Discrete element simulation of transverse cracking during the pyrolysis of carbon fibre reinforced plastics to carbon/carbon composites

Abstract

The fracture behavior of fiber-ceramics like carbon/carbon–silicon carbide strongly depends on the initial damage arising during the production process. We study the transverse cracking of the 90° ply in [0/90] S crossply laminates due to the thermochemical degradation of the matrix material during the carbonization process by means of a discrete element method. The crack morphology strongly depends on the fiber–matrix interface properties, the transverse ply thickness as well as on the carbonization process itself. To model the 90° ply a two-dimensional triangular lattice of springs is constructed where nodes of the lattice represent fibers.

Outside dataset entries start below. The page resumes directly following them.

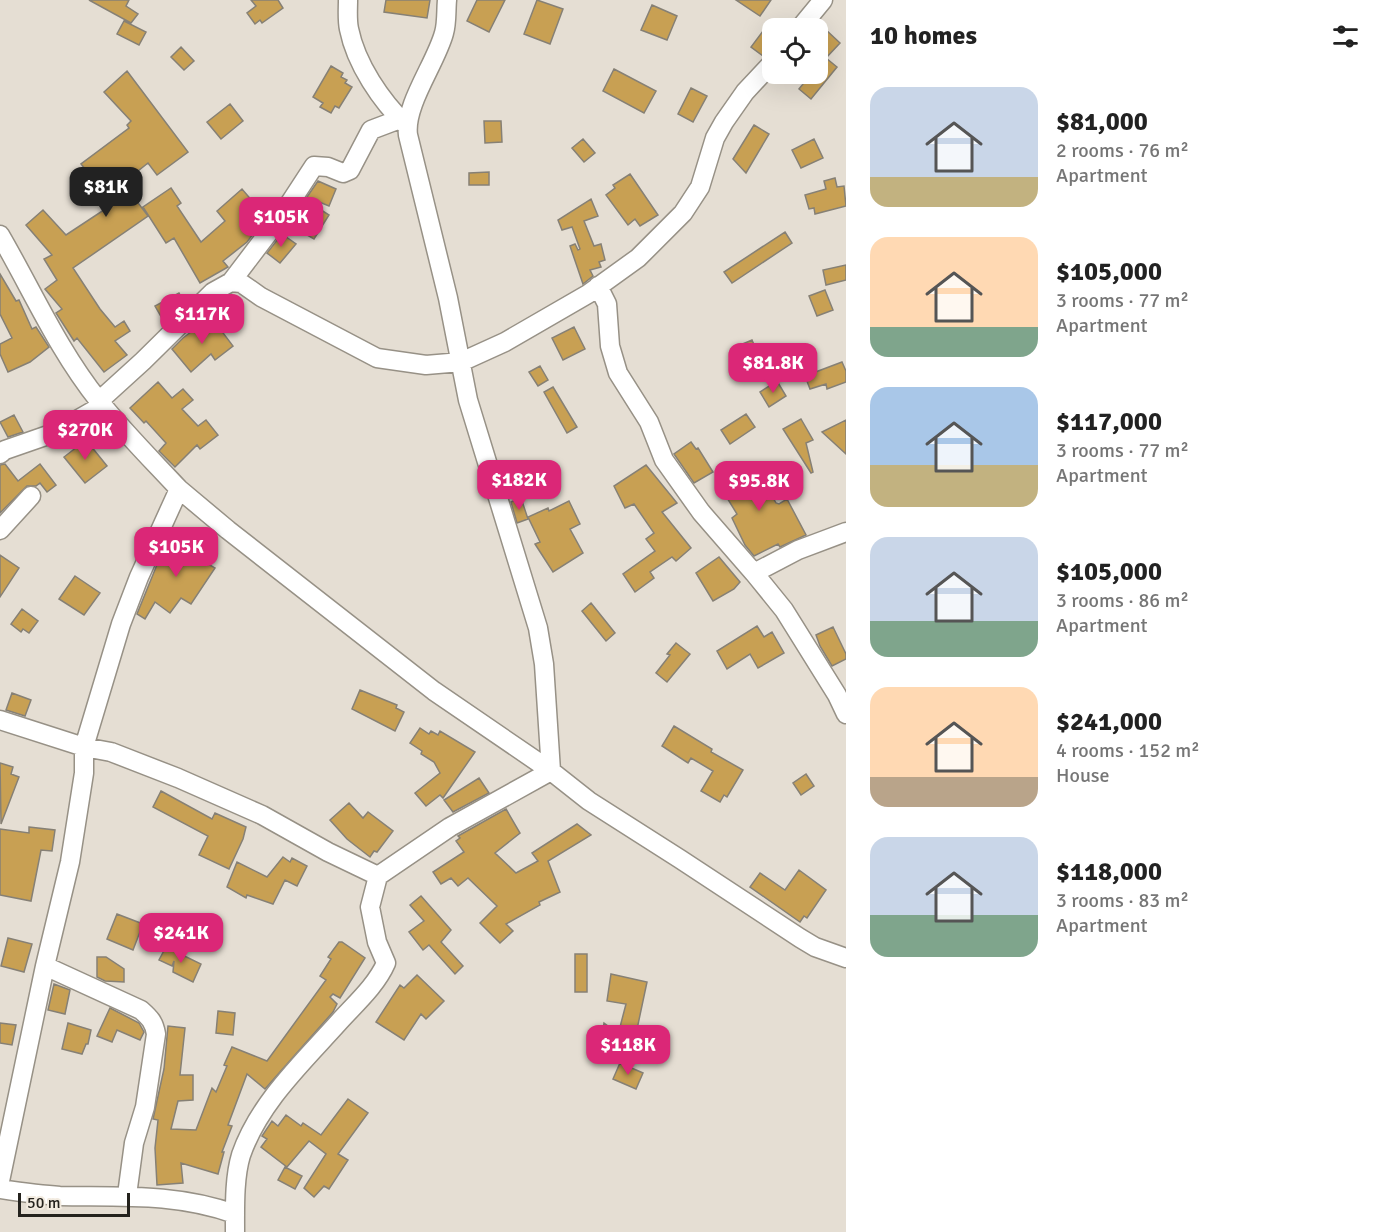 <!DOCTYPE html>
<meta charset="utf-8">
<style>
:root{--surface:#fff;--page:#f6f6f6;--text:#222;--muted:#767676;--accent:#db2777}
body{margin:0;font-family:Signika,sans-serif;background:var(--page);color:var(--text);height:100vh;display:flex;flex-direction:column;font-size:22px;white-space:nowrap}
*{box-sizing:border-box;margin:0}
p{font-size:20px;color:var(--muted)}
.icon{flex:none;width:33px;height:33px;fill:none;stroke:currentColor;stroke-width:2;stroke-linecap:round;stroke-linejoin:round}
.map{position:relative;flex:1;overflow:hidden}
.drawer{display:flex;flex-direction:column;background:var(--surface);width:540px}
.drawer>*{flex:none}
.buttons{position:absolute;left:762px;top:18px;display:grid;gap:12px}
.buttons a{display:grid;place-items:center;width:66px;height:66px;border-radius:12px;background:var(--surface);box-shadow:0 6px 24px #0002;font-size:30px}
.scale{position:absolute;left:18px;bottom:15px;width:112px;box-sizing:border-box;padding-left:6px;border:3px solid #24221d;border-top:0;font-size:16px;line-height:21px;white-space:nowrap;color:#24221d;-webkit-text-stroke:4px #f2ebe0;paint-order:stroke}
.price{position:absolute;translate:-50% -51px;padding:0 14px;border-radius:12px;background:var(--accent);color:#fff;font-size:20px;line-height:39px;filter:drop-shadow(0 2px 3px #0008)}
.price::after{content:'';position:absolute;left:50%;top:36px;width:18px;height:14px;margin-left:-9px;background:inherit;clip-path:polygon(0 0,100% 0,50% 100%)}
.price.current{background:#222;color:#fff}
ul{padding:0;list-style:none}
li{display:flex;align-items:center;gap:18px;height:150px;padding:0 24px}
li span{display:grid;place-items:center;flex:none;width:168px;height:120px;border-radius:18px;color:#555}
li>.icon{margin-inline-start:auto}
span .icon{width:72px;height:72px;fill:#fffc;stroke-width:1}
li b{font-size:26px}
h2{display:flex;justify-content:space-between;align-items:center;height:72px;padding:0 24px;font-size:26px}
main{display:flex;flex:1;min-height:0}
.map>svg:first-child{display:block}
.building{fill:#c8a053;stroke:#868075;stroke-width:1.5}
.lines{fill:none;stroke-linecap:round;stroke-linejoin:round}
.minor-casing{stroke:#979186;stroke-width:21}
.minor{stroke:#fff;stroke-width:18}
</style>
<main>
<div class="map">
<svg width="846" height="1232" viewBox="0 0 846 1232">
<rect width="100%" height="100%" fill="#e5ded3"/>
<path class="building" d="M89,0H129L126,6L138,14L131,23Z
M251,0H278L283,8L262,23L260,20L255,24L247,13L256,6Z
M386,0H430L427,18L384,12Z
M477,0H505L489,32L467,21Z
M537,0L563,9L550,44L524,34Z
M736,0H771L760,16Z
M652,5L677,16L667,40L641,30Z
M124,21L146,32L139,45L117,34Z
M824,28L840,43L826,58L837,67L811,99L799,89L803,84L789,74H818V35Z
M763,31L772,38V44L763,56L751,47Z
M181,47L194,61L184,70L171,57Z
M331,66L343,73L341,77L347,80L345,83L352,87L339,108L335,106L331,113L320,107L323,103L313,97Z
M614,69L656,91L644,113L603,91Z
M127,71L188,152L157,175L148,163L123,183L148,216L73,268L100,309L115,327L124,321L130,331L115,341L127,355L104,372L77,338L74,341L56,313L62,309L45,289L57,280L44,259L52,255L26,225L43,210L66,235L113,204L81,164L129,128L127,125L131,121L104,92Z
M691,88L707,96L693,122L678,114Z
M230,104L243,121L221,139L207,122Z
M484,121H501L502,142L485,143Z
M754,125L769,134L746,173L733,159Z
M583,139L595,153L584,162L572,148Z
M814,139L823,158L801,168L792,150Z
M489,172V185H469V173Z
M630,174L658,215L640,226L635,219L628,225L606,195L615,188L613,185Z
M835,178L837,187L844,186L846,206L815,214L814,208L809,209L805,195L826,189L824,181Z
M318,181L336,189L329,206L307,197Z
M171,188L181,203L177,206L201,242L225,221L217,211L242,189L266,217L247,242L223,261L228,267L200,283L174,238L166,243L143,207Z
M591,199L598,216L584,221L594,246L601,244L605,260L599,262L601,267L590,270L593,276L583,284L570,246L575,244L578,250L580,249L572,227L562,230L558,220Z
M318,208L329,215L314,239L302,232Z
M785,232L792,243L732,283L724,272Z
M282,234L296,244L280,263L267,253Z
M846,265V280L826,285L823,270Z
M0,274L16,301L19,300L32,329L36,327L49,347L30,362L8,372L0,354V344L12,338L0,314Z
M825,290L833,310L817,316L809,296Z
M179,293L185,304L174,315L163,320L155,306Z
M211,317L233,346L215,360L211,354L191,372L172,349L183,338Z
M574,327L585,349L563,360L552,338Z
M752,340L760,359L747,365L746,362L740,366L732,355L740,350L738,346Z
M842,362L846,371V382L827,389L826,384L810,389L805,376Z
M540,366L548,380L538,386L529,372Z
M777,381L786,396L769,407L760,392Z
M158,382L172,398L183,389L193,400L182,409L198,426L206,420L218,435L200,449L197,445L175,467L159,451L166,443L146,421L144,423L130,408Z
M553,387L577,427L567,433L544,392Z
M746,414L755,427L730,444L721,430Z
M14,415L23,432L8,437L0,422Z
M801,419L813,440L806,443L813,472L811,473L783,429Z
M846,420V454L822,432Z
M86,440L107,466L85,483L64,457Z
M691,442L696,449L698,448L713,472L694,483L674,454Z
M5,464L18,481L40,464L56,485L47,492L40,483L36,486H27L0,513V465Z
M646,465L677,503L662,512L691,548L676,561L672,557L650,572L654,578L635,592L623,574L655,551L646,539L654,533L634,504L625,508L614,486Z
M745,466L749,472L755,468L776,503L779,504L787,499L806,535L780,547L778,544L754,556L745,545L732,518L737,514L716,480L738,467L739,470Z
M521,498L528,519L517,523L511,502Z
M569,501L580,524L570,529L583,553L553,572L535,544L540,542L528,517L548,508L549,511Z
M172,536L198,552L196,557L215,568L191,604L181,598L170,613L155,602L145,619L137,614L163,550Z
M0,555L19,568L0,597Z
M719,557L740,582L734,589L713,601L696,573Z
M75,576L100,593L84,615L59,599Z
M591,603L615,633L606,641L582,611Z
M22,609L38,621L29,633L23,629L21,632L11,624Z
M757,626L764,637L772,632L784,653L758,668L750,654L727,669L717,651Z
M833,627L846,654V659L832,666L820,646L816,635Z
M676,643L690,654L667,682L656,673L670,655L667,654Z
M360,690L397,705L396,708L404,712L395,731L352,709Z
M12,693L31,700L25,716L6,710Z
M674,726L712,749L711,752L743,770L727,797L724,795L720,802L701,791L713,771L691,758L688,763L662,746Z
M420,728L429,734L431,731L438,735L440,731L475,752L443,798L440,795L426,806L415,793L440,773L434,762L421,754L422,751L410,743Z
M0,763L13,767L11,774L19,777L1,824Z
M806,774L814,786L801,795L793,783Z
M479,778L489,793L453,812L444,800Z
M161,791L212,819L215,813L246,827L243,839L229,869L199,855L208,836L153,807Z
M349,803L363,818L368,812L393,831L377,852L374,851L370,857L347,839L330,820Z
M506,809L520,833L495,853L516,873L538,861L532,853L577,824L591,835L548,861L560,892L539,902L540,905L506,924L513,931L500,943L480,923L497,906L468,878L458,886L451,878L441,884L433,872L464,852L456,841L460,838L458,836Z
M29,827L55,830L52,851L41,850L31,901L0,895V829L29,833Z
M283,857L290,862L292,858L307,866L297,886L285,880L273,904L247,895L246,898L227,887L237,862L267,877Z
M799,870L826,890L807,918L804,916L800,922L750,887L760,873L785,890Z
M421,896L451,930L441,942L463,966L455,974L429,945L423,950L409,932L424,921L410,905Z
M117,914L143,924L133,950L107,939Z
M8,938L32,944L24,972L1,966Z
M339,942H342L365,958L340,998L333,994L330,997L337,1004L333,1012L265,1089L247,1074L228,1125L232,1126L222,1152H224L218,1174L181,1163L183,1183L157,1185L155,1148L158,1120L153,1119L164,1069L168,1026L185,1028L180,1075H193V1100L178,1101L171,1129L196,1130L212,1088L216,1092L227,1066L224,1065L232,1047L267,1061L326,980L320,976L331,959L328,957Z
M166,947L201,964L193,982L173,972L174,961L172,966L159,960Z
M575,954H587V992H575Z
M97,957H106L124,969V982L105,981L97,977Z
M611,974L647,982L636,1034L620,1027L626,1004L607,1001Z
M417,975L444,1001L426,1019L421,1014L404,1040L376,1022L400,985L404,988Z
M54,984L70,990L65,1014L48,1010Z
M110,1008L139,1023L144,1032L140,1040L117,1030L112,1042L97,1036Z
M218,1011L235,1013L233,1035L216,1033Z
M0,1023L16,1025L12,1045L0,1043Z
M68,1023L91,1030L88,1044H86L82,1054L62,1049Z
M604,1023L620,1035L613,1045L602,1037Z
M620,1063L643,1073L636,1089L613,1079Z
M348,1099L368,1113L338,1154L348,1160L329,1189L324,1186L314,1197L304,1188L326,1154L309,1141L287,1167L261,1147L267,1139L262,1136L272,1121L278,1126L286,1115L301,1126L303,1123L321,1135Z
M285,1167L302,1176L295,1189L278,1180Z"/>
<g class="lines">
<g class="minor-casing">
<path id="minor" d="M348,0C348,9 347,20 349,29C356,64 381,101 407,126
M800,28L823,0
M0,235C32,290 58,350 99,401C123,431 152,460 179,489L228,530L434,691L551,771L589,801L680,859L800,938L815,947L846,958
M231,282L282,215L314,166L328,167L343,173L350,170L371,130L400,119
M598,286L607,304L610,346L618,373L649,422L664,460L701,512L754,573L784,610L837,695L846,714
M99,401L143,361L213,292L231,282L241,283L261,297L377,358L426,365L461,362L505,342L588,294L638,258L683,213L700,187L715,138L724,122L745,92L772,63
M0,454L5,450L54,433L103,405
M0,530L31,496
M754,573L798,550L846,532
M0,720L84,747L111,752L178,778L262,815L328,852L378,876
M45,966L141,1010C150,1018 154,1022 156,1034L145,1107L134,1143L127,1195
M0,1181L45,966L70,862L84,773V747L121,624L139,577L179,489
M0,1189C20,1192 40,1195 60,1196C121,1197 176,1193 235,1214
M235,1232C235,1208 234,1178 241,1155C259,1103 302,1063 338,1023C354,1005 376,986 386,963L377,942L370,907L378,876L450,827L551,771L544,664L538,628L468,400L448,298L408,135C404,105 436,63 444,33C447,23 446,10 447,0"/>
</g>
<use href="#minor" class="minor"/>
</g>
</svg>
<div class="buttons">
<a><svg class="icon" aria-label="locate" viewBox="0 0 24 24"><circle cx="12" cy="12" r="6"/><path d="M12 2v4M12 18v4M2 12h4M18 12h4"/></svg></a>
</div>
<div class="scale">50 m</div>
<b class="price current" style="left:106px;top:218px">$81K</b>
<b class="price" style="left:281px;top:248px">$105K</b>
<b class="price" style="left:202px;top:345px">$117K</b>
<b class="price" style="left:773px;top:394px">$81.8K</b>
<b class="price" style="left:85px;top:461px">$270K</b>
<b class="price" style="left:519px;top:511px">$182K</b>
<b class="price" style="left:759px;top:512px">$95.8K</b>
<b class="price" style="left:176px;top:578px">$105K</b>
<b class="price" style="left:181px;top:964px">$241K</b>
<b class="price" style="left:628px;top:1076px">$118K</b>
</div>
<section class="drawer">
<h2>10 homes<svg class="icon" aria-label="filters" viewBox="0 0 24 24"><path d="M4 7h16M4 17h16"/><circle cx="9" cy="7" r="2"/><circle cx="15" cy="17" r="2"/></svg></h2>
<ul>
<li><span style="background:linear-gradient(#c9d6e8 75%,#c2b280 0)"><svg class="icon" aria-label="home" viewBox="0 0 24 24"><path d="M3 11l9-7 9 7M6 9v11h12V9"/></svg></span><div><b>$81,000</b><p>2 rooms · 76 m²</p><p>Apartment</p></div></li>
<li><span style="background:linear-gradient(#ffd9b3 75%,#7fa58c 0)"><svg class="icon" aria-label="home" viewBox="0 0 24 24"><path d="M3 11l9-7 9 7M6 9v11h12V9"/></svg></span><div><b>$105,000</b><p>3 rooms · 77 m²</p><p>Apartment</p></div></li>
<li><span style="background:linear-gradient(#a9c7e8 65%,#c2b280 0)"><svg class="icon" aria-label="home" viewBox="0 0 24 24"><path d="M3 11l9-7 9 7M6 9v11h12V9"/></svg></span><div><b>$117,000</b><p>3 rooms · 77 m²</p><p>Apartment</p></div></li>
<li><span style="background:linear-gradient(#c9d6e8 70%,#7fa58c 0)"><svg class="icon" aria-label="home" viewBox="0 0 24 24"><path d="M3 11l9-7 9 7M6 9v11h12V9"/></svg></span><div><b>$105,000</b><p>3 rooms · 86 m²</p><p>Apartment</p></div></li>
<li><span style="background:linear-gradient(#ffd9b3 75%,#b9a48a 0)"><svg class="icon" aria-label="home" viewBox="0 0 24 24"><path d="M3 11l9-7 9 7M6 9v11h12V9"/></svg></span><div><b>$241,000</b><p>4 rooms · 152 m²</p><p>House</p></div></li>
<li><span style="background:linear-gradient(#c9d6e8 65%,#7fa58c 0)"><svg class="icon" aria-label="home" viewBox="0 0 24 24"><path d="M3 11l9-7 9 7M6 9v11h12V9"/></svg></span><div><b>$118,000</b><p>3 rooms · 83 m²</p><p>Apartment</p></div></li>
</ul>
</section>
</main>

Springs with random breaking thresholds model the disordered matrix material and interfaces. The spring-lattice is coupled by interface springs to two rigid bars which capture the two 0° plies or adjacent sublaminates in the model. Molecular dynamics simulation is used to follow the time evolution of the model system. It was found that under gradual heating of the specimen, after some distributed cracking, segmentation cracks occur in the 90° ply which then develop into a saturated state where the ply cannot support additional load. The dependence of the microstructure of damage on the ply thickness and on the disorder in spring properties is also studied. Crack density and porosity of the system are monitored as a function of the temperature and compared to an analytic approach and experiments.